Description of the task
Your task is to copy each line of the records that includes the string "linecap".
>>>
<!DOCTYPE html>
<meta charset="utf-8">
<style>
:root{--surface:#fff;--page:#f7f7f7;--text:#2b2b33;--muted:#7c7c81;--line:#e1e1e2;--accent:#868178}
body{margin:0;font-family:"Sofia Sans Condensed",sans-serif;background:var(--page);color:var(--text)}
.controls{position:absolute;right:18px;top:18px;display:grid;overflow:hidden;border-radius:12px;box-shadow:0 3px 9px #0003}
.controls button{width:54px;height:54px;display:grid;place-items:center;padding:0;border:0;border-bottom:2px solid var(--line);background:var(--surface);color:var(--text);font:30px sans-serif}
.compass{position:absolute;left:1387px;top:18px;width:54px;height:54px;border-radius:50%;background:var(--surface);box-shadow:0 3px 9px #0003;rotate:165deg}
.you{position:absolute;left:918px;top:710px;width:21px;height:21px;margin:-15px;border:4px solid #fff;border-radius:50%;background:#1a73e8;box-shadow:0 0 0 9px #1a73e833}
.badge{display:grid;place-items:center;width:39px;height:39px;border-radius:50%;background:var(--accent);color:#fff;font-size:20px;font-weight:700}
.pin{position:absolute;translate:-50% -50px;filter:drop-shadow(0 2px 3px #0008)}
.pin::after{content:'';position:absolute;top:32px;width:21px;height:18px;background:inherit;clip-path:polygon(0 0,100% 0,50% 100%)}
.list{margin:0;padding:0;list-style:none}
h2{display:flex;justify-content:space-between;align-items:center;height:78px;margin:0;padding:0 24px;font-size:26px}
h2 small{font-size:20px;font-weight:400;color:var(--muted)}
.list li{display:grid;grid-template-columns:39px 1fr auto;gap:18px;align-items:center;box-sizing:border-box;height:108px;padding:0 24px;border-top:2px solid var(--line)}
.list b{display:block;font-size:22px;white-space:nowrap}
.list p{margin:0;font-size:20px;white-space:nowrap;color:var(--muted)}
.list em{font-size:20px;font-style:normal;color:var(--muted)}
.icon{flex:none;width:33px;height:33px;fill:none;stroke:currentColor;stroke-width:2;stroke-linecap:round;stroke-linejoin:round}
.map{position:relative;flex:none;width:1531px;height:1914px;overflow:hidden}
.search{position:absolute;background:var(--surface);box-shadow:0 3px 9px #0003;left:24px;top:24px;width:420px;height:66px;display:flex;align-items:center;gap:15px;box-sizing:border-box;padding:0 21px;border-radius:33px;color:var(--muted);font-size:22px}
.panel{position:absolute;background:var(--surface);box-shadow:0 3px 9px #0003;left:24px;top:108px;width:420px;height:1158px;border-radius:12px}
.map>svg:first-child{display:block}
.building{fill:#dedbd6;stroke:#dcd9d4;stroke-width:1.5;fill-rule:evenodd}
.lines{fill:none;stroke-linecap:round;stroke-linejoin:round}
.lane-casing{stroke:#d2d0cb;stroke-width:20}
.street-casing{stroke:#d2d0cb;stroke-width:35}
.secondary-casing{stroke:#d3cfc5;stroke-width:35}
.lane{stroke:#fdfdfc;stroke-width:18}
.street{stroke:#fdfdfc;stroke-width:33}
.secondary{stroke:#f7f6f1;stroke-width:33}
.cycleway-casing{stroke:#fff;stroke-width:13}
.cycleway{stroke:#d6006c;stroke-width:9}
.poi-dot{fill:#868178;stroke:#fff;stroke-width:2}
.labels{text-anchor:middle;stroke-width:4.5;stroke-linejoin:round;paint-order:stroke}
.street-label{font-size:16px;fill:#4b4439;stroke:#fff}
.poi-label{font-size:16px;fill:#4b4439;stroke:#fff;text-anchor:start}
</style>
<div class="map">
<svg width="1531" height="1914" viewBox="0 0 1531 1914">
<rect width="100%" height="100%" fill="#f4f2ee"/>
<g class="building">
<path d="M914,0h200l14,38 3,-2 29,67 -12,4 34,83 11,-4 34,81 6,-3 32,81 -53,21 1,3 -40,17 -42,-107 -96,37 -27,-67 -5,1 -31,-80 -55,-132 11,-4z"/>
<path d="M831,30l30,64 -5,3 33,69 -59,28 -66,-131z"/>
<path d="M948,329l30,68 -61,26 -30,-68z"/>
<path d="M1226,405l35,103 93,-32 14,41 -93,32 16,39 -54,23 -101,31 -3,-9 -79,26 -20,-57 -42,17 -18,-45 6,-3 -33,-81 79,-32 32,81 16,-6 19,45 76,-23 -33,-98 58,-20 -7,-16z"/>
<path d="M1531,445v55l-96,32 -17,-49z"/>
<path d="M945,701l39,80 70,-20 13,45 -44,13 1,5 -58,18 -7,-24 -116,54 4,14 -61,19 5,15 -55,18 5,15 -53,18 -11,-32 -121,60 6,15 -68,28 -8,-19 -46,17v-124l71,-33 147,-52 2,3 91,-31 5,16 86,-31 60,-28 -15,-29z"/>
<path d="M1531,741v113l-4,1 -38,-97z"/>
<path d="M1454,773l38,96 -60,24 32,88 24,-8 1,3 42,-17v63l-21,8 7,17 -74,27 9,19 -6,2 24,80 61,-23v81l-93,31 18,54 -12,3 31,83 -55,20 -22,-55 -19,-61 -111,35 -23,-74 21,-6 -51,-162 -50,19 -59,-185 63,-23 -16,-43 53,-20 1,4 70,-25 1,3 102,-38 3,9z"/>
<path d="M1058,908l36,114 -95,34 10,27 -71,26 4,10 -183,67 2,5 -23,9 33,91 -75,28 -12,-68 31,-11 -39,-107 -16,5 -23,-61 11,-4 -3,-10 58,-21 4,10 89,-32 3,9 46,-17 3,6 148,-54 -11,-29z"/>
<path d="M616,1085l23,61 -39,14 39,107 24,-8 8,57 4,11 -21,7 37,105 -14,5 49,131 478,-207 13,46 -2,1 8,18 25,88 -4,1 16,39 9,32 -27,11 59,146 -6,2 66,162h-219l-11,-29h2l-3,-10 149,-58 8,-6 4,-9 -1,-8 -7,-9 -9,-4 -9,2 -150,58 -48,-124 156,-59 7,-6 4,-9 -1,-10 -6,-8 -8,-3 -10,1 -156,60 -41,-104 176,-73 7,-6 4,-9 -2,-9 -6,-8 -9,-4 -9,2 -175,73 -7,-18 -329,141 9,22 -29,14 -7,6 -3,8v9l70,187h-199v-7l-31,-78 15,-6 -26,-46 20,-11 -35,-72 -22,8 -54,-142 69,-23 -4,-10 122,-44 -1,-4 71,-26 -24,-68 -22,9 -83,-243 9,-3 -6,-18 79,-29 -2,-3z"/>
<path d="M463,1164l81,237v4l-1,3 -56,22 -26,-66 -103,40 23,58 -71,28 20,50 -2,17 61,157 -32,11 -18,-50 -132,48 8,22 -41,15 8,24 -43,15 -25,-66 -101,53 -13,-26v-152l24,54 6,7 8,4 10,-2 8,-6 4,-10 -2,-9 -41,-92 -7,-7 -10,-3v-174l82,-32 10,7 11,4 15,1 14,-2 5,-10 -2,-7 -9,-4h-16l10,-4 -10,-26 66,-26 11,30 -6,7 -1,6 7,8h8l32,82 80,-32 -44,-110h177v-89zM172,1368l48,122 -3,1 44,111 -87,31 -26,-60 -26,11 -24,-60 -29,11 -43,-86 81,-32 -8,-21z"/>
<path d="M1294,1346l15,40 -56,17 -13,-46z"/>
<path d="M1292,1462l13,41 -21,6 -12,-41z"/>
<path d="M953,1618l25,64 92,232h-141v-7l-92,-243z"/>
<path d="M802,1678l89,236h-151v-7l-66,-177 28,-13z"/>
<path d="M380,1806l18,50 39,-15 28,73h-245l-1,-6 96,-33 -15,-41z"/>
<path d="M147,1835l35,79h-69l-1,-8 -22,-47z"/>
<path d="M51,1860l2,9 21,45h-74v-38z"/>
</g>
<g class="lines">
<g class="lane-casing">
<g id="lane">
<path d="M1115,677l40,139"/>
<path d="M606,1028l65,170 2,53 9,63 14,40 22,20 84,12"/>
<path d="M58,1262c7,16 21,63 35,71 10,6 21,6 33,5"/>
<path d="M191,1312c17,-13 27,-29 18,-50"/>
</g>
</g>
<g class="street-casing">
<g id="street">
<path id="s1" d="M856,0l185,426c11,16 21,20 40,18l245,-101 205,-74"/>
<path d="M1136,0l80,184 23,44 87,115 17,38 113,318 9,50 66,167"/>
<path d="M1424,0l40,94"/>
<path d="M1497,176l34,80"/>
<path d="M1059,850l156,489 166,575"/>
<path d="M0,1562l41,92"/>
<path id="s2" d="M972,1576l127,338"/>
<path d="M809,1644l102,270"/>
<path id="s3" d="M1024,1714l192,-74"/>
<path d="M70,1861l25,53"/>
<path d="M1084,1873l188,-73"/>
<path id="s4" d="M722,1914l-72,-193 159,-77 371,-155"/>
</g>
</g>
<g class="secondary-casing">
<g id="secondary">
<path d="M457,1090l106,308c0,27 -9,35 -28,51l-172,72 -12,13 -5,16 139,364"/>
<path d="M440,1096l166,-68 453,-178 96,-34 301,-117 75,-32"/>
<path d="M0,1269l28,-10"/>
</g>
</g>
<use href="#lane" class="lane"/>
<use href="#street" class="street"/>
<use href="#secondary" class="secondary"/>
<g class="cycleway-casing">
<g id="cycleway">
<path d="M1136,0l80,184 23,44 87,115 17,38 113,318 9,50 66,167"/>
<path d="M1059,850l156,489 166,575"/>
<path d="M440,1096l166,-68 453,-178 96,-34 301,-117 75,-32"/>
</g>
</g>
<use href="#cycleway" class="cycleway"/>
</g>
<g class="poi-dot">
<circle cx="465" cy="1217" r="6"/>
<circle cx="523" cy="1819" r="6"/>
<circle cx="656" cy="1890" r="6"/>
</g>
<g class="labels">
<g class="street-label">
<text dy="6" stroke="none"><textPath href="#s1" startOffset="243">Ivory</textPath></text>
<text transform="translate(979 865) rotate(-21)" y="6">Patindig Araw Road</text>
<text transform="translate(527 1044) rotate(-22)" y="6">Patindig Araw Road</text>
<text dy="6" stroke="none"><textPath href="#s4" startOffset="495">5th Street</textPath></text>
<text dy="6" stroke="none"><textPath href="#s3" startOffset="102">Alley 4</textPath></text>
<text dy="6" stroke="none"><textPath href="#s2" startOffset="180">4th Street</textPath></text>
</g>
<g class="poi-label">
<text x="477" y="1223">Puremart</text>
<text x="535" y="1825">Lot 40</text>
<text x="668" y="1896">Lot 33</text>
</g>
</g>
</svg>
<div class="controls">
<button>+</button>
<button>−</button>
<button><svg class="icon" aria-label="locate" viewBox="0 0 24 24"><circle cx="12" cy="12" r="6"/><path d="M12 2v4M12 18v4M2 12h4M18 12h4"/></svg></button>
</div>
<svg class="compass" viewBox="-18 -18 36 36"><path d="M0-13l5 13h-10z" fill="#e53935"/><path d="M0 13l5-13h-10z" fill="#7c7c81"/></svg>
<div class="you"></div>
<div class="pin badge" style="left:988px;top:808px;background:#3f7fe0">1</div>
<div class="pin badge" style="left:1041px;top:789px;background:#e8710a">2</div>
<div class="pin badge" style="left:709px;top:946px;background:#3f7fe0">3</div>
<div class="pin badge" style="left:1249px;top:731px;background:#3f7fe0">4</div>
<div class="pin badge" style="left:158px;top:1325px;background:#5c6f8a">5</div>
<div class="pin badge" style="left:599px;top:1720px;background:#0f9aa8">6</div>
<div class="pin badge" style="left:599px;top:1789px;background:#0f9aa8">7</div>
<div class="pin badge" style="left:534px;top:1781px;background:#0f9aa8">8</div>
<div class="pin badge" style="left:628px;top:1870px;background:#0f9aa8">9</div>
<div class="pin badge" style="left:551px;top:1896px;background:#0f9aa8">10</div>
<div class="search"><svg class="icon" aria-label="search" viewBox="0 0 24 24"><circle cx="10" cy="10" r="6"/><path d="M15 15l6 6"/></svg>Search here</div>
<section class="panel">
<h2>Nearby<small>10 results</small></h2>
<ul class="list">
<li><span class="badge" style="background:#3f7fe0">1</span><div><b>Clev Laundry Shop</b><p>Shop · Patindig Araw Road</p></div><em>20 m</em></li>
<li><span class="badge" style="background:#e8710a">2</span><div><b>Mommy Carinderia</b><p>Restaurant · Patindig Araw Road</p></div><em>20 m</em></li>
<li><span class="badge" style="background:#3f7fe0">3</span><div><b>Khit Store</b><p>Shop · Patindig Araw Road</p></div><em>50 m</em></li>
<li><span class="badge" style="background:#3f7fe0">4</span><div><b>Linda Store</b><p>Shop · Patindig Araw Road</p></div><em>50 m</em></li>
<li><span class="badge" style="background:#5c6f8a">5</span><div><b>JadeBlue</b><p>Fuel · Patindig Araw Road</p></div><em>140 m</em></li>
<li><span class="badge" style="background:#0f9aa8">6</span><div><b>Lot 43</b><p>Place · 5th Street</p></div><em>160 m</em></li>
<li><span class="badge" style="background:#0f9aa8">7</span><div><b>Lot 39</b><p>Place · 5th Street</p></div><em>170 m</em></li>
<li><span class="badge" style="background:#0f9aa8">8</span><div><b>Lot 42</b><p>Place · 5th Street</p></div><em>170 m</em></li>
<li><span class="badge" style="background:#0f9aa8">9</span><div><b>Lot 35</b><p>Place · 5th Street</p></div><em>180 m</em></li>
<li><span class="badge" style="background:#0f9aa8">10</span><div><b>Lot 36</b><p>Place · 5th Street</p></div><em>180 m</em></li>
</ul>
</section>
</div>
<<<
Result for this task
.icon{flex:none;width:33px;height:33px;fill:none;stroke:currentColor;stroke-width:2;stroke-linecap:round;stroke-linejoin:round}
.lines{fill:none;stroke-linecap:round;stroke-linejoin:round}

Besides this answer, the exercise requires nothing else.